### What the exercise asks
No pictures in the copy, please: retype all the records exactly.
══ Provided records ══
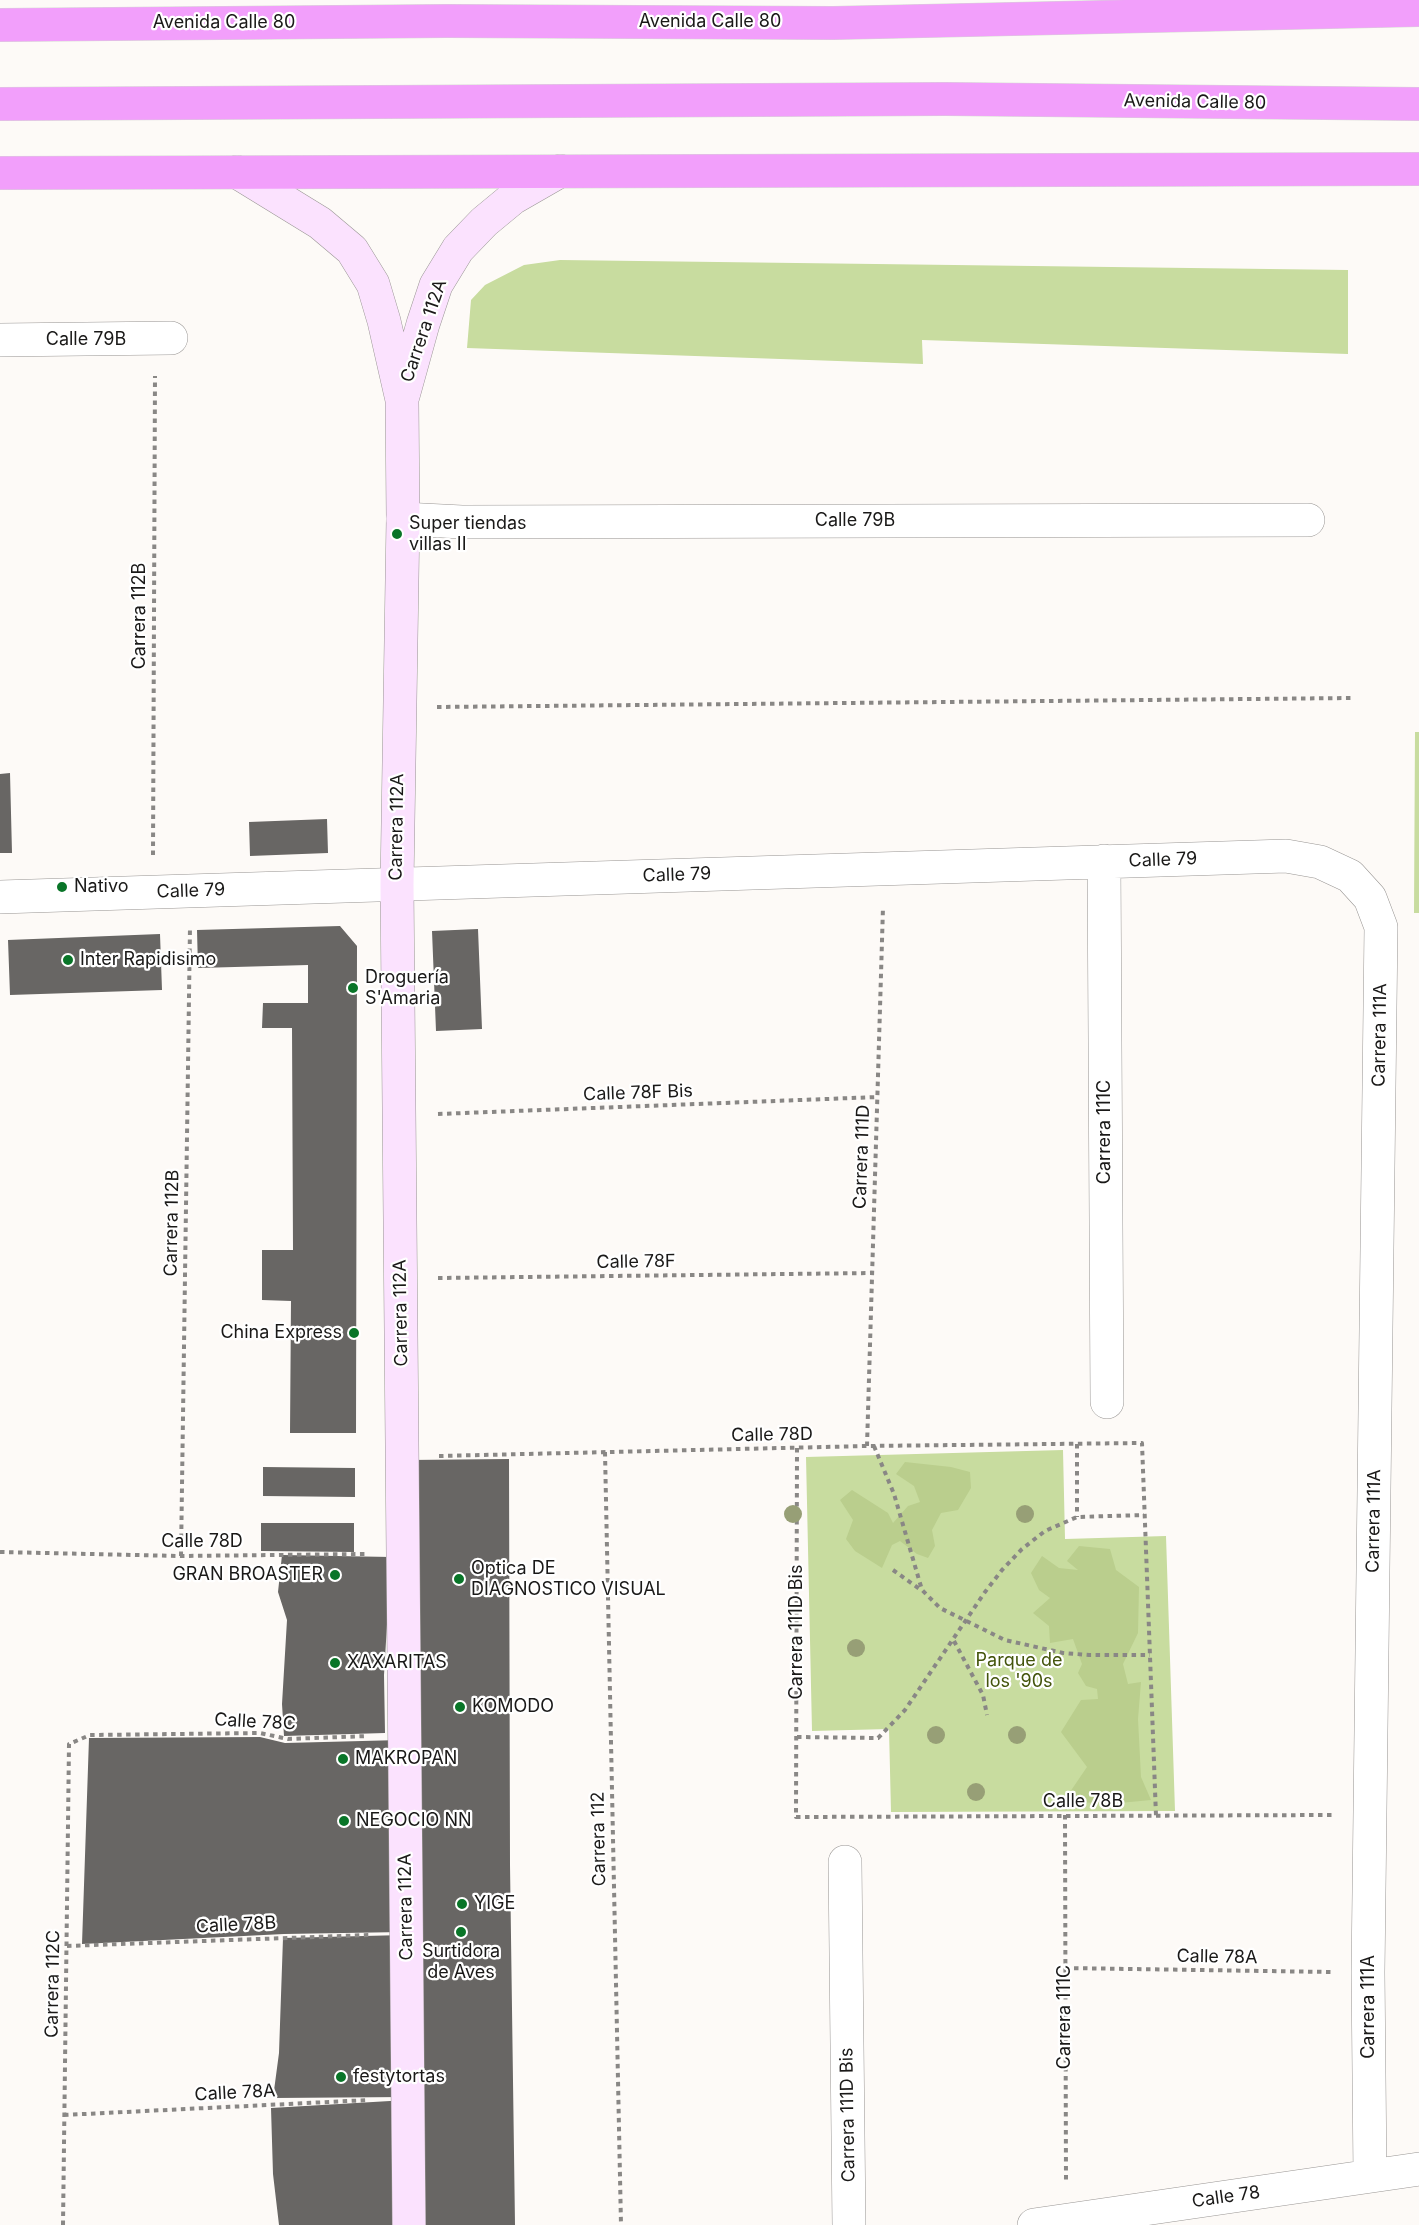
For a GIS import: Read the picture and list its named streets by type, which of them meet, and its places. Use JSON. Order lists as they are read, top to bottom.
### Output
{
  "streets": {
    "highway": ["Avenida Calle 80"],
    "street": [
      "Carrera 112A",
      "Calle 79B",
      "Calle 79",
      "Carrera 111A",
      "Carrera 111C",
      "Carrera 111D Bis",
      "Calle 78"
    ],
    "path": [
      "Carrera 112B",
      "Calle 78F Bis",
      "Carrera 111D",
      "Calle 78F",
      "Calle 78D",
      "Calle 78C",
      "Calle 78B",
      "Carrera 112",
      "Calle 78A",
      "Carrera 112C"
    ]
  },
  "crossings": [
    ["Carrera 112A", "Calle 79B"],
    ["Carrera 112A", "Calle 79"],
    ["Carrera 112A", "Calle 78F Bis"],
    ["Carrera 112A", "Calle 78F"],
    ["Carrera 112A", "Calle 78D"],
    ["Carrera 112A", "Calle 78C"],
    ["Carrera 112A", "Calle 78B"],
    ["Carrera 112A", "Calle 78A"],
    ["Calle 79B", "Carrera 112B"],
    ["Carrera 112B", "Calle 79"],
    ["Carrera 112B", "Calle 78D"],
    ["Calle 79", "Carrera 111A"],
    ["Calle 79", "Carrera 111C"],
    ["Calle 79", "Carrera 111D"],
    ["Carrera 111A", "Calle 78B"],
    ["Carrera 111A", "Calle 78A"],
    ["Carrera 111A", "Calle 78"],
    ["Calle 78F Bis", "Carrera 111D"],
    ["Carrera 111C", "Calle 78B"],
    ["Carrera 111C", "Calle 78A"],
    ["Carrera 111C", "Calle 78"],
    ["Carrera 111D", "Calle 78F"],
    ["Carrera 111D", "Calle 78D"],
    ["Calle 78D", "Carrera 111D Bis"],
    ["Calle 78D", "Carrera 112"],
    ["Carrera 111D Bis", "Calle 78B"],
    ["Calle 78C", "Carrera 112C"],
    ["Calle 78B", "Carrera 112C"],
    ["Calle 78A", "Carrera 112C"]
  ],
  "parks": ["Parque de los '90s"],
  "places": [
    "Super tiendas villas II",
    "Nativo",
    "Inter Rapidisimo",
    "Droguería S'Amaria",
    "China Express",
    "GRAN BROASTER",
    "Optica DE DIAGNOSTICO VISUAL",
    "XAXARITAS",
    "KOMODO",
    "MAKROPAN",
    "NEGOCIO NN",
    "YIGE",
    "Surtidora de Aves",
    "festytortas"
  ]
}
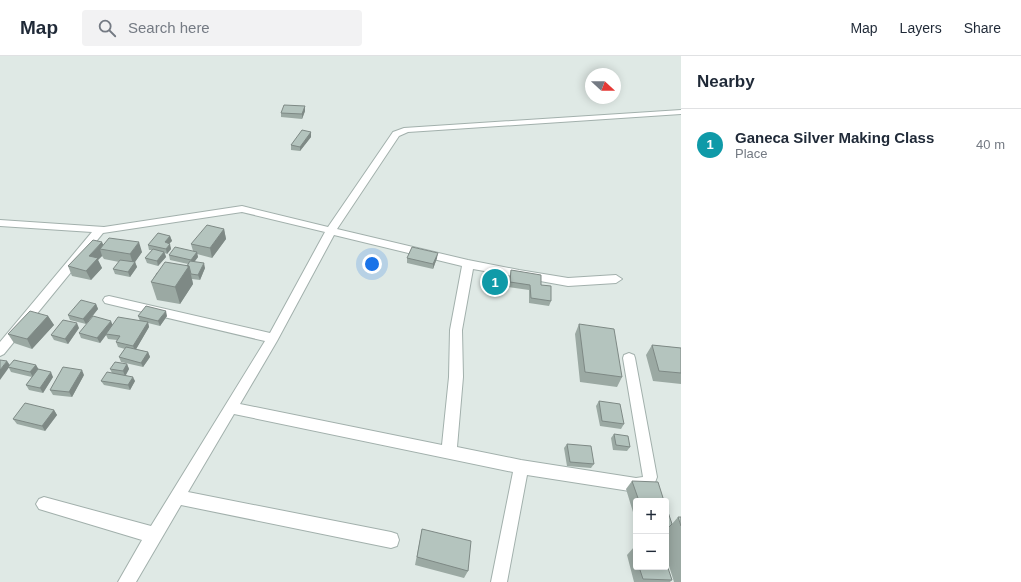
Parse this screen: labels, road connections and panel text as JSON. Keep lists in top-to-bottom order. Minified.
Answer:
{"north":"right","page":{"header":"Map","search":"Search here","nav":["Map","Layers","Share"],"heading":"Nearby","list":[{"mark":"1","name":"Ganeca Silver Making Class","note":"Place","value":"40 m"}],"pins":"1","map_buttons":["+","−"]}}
═══
### Result
For a GIS import: Read the picture and list its named streets by type, which of them meet, and its places. Use JSON. Order lists as they are read, top to bottom.
### Output
{
  "streets": {
    "highway": ["Avenida Calle 80"],
    "street": [
      "Carrera 112A",
      "Calle 79B",
      "Calle 79",
      "Carrera 111A",
      "Carrera 111C",
      "Carrera 111D Bis",
      "Calle 78"
    ],
    "path": [
      "Carrera 112B",
      "Calle 78F Bis",
      "Carrera 111D",
      "Calle 78F",
      "Calle 78D",
      "Calle 78C",
      "Calle 78B",
      "Carrera 112",
      "Calle 78A",
      "Carrera 112C"
    ]
  },
  "crossings": [
    ["Carrera 112A", "Calle 79B"],
    ["Carrera 112A", "Calle 79"],
    ["Carrera 112A", "Calle 78F Bis"],
    ["Carrera 112A", "Calle 78F"],
    ["Carrera 112A", "Calle 78D"],
    ["Carrera 112A", "Calle 78C"],
    ["Carrera 112A", "Calle 78B"],
    ["Carrera 112A", "Calle 78A"],
    ["Calle 79B", "Carrera 112B"],
    ["Carrera 112B", "Calle 79"],
    ["Carrera 112B", "Calle 78D"],
    ["Calle 79", "Carrera 111A"],
    ["Calle 79", "Carrera 111C"],
    ["Calle 79", "Carrera 111D"],
    ["Carrera 111A", "Calle 78B"],
    ["Carrera 111A", "Calle 78A"],
    ["Carrera 111A", "Calle 78"],
    ["Calle 78F Bis", "Carrera 111D"],
    ["Carrera 111C", "Calle 78B"],
    ["Carrera 111C", "Calle 78A"],
    ["Carrera 111C", "Calle 78"],
    ["Carrera 111D", "Calle 78F"],
    ["Carrera 111D", "Calle 78D"],
    ["Calle 78D", "Carrera 111D Bis"],
    ["Calle 78D", "Carrera 112"],
    ["Carrera 111D Bis", "Calle 78B"],
    ["Calle 78C", "Carrera 112C"],
    ["Calle 78B", "Carrera 112C"],
    ["Calle 78A", "Carrera 112C"]
  ],
  "parks": ["Parque de los '90s"],
  "places": [
    "Super tiendas villas II",
    "Nativo",
    "Inter Rapidisimo",
    "Droguería S'Amaria",
    "China Express",
    "GRAN BROASTER",
    "Optica DE DIAGNOSTICO VISUAL",
    "XAXARITAS",
    "KOMODO",
    "MAKROPAN",
    "NEGOCIO NN",
    "YIGE",
    "Surtidora de Aves",
    "festytortas"
  ]
}
Parse this screen: labels, road connections and panel text as JSON. Keep lists in top-to-bottom order. Minified.
Answer:
{"north":"right","page":{"header":"Map","search":"Search here","nav":["Map","Layers","Share"],"heading":"Nearby","list":[{"mark":"1","name":"Ganeca Silver Making Class","note":"Place","value":"40 m"}],"pins":"1","map_buttons":["+","−"]}}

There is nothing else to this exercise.